*** Block opens ***
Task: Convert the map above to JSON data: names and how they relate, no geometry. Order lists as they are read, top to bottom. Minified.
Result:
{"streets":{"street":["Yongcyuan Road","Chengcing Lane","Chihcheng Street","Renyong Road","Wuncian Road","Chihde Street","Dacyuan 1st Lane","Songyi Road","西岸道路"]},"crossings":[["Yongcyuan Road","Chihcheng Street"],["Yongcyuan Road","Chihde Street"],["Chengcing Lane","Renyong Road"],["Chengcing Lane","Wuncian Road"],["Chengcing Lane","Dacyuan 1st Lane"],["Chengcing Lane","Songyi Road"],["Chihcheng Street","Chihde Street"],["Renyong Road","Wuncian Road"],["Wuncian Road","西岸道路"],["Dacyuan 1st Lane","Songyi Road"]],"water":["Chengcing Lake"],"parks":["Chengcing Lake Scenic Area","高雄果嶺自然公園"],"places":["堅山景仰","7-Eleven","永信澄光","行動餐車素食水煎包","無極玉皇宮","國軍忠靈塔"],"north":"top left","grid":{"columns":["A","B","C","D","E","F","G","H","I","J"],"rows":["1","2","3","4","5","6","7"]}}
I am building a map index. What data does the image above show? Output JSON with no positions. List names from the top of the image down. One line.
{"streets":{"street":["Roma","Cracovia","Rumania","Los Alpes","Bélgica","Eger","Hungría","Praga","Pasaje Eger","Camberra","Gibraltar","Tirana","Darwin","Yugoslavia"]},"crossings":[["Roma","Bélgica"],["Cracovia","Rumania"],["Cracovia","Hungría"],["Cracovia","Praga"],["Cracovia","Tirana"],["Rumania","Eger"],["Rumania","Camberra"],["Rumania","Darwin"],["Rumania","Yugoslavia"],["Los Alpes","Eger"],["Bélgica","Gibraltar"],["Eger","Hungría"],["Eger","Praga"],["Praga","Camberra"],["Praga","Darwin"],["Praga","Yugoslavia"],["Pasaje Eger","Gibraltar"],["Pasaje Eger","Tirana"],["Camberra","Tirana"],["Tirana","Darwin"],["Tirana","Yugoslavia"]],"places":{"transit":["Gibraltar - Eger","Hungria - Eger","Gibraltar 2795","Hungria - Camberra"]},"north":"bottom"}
*** Block closes ***
*** Block opens ***
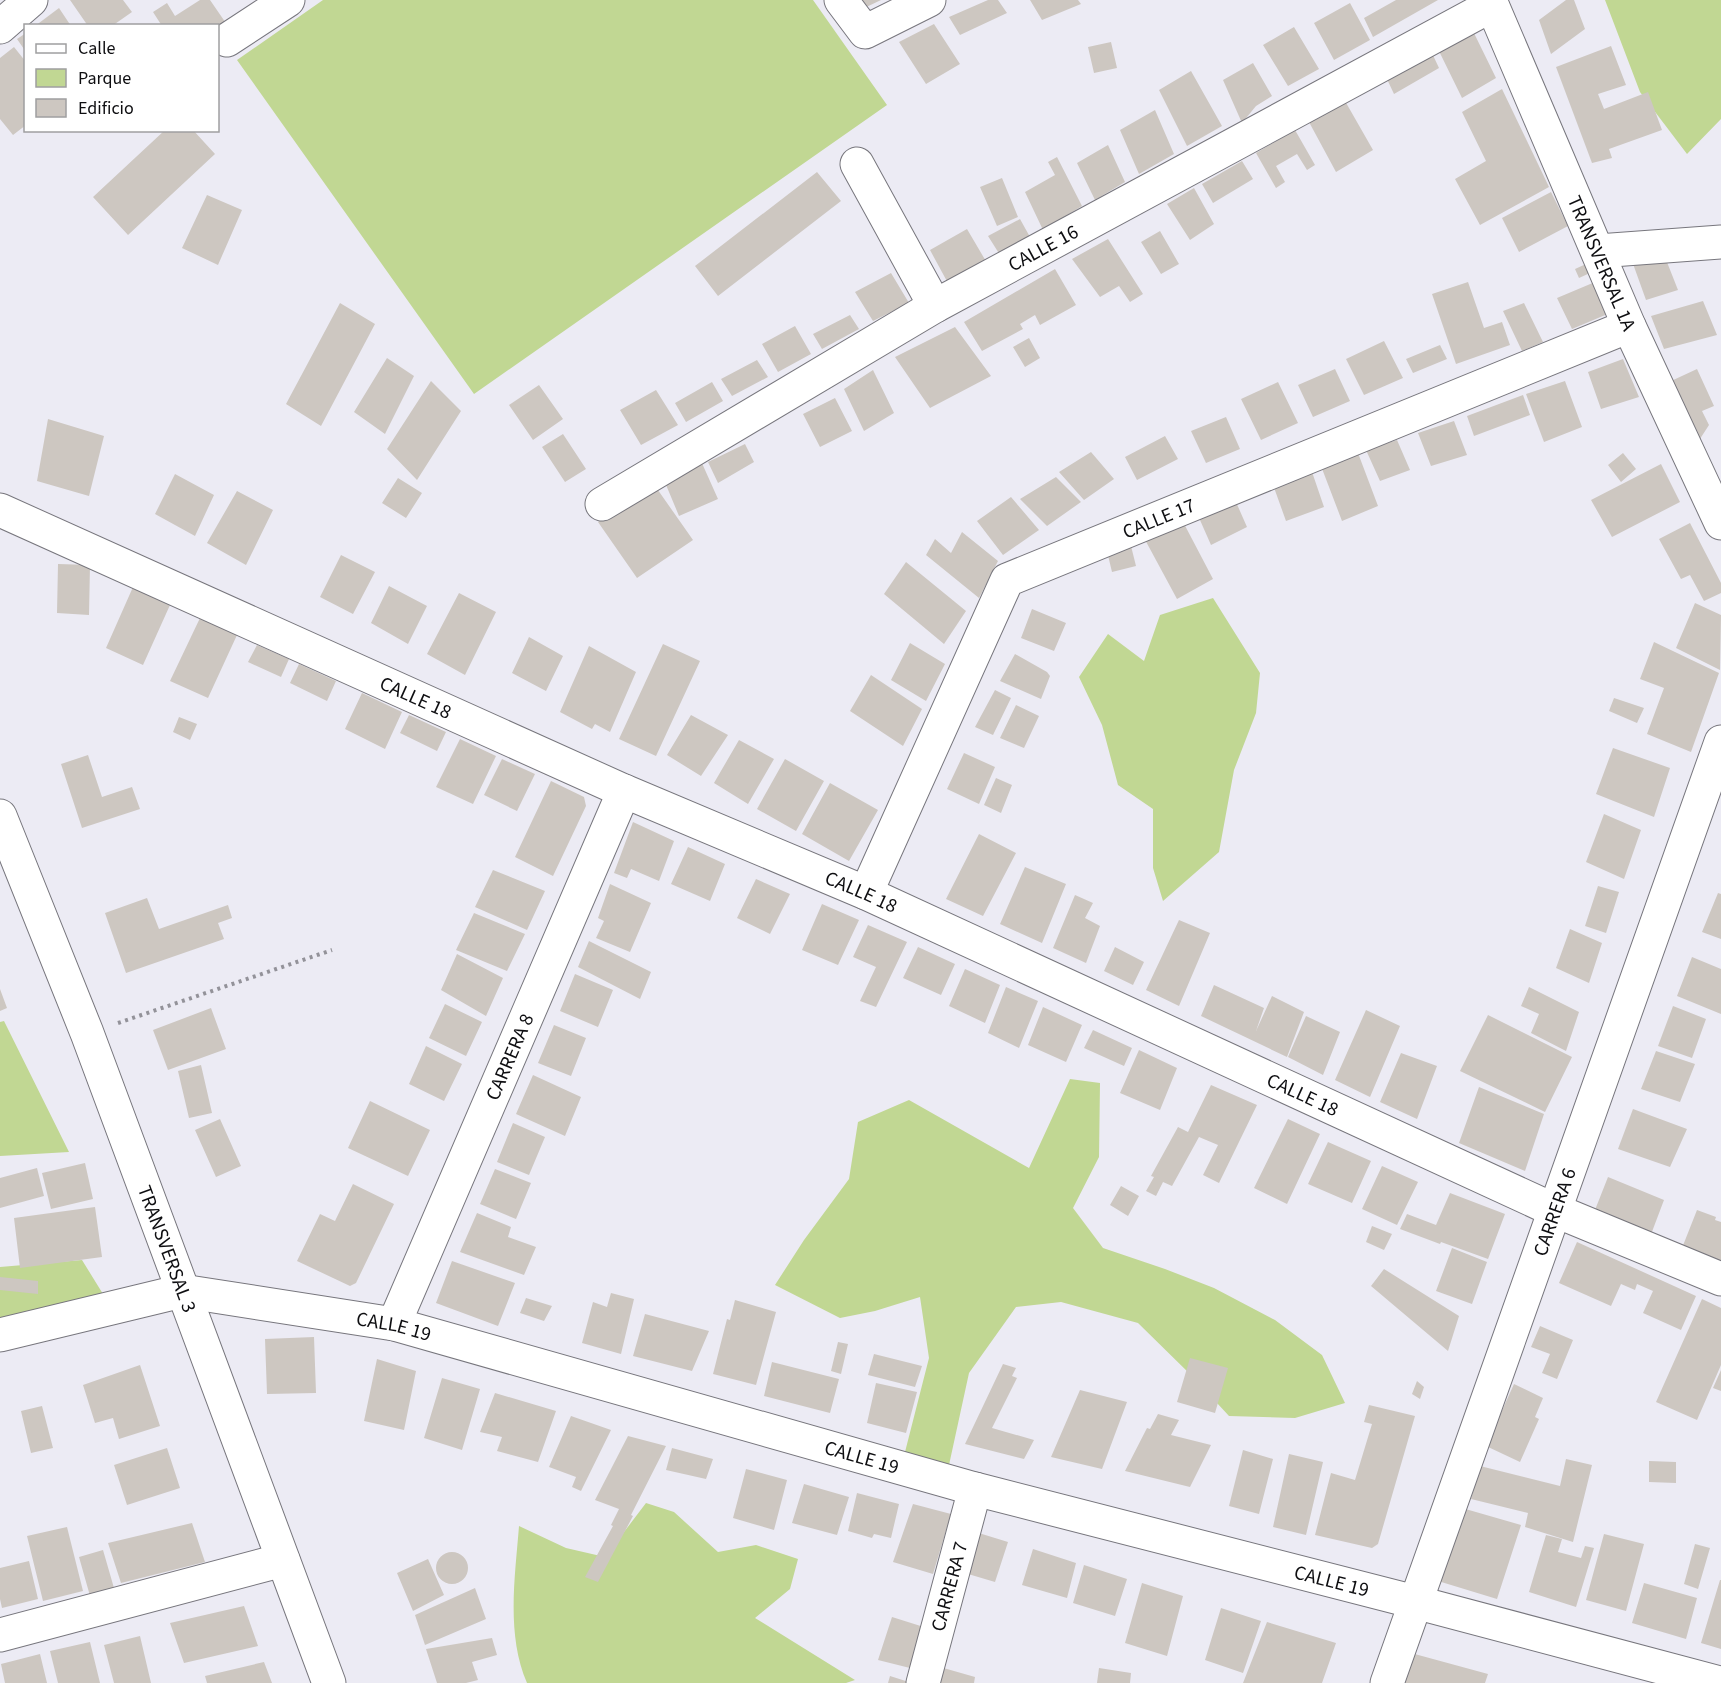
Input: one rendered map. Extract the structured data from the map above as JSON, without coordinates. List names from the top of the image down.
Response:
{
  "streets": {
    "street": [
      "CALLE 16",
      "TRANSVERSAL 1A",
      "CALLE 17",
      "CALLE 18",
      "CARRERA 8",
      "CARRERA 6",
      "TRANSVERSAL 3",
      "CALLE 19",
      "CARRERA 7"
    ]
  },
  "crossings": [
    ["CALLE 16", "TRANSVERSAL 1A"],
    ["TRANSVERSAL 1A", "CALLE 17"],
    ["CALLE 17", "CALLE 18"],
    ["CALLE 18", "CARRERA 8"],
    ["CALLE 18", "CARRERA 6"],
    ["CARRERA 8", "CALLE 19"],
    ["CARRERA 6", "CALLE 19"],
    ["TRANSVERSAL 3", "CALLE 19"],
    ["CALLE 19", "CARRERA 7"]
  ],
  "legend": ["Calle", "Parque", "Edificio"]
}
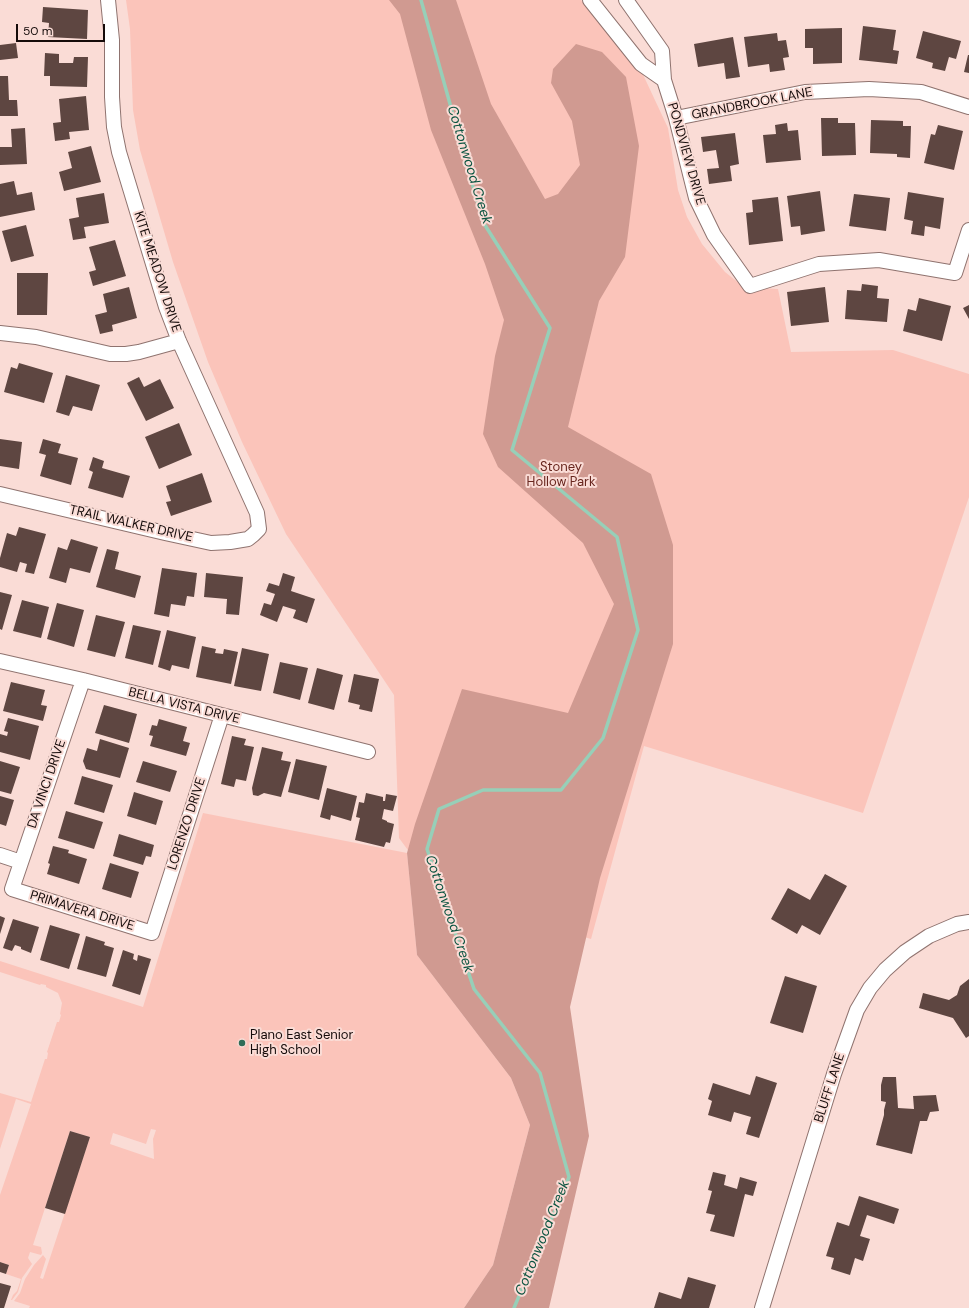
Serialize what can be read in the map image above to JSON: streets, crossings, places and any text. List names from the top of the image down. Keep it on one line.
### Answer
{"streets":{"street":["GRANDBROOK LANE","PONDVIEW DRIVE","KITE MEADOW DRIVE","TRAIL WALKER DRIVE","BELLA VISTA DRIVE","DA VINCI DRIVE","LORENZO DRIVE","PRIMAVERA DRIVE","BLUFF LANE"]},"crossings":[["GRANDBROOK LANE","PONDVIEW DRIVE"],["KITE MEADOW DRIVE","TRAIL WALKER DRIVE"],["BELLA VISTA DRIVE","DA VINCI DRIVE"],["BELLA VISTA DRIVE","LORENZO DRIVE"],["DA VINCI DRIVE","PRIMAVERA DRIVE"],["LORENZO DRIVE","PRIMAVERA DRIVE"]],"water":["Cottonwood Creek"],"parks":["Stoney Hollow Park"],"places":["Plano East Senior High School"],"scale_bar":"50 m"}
*** Block closes ***
## What the task requires
Looking at the data above, say how many lines include the string "read" and add nothing.

## Worked solution
2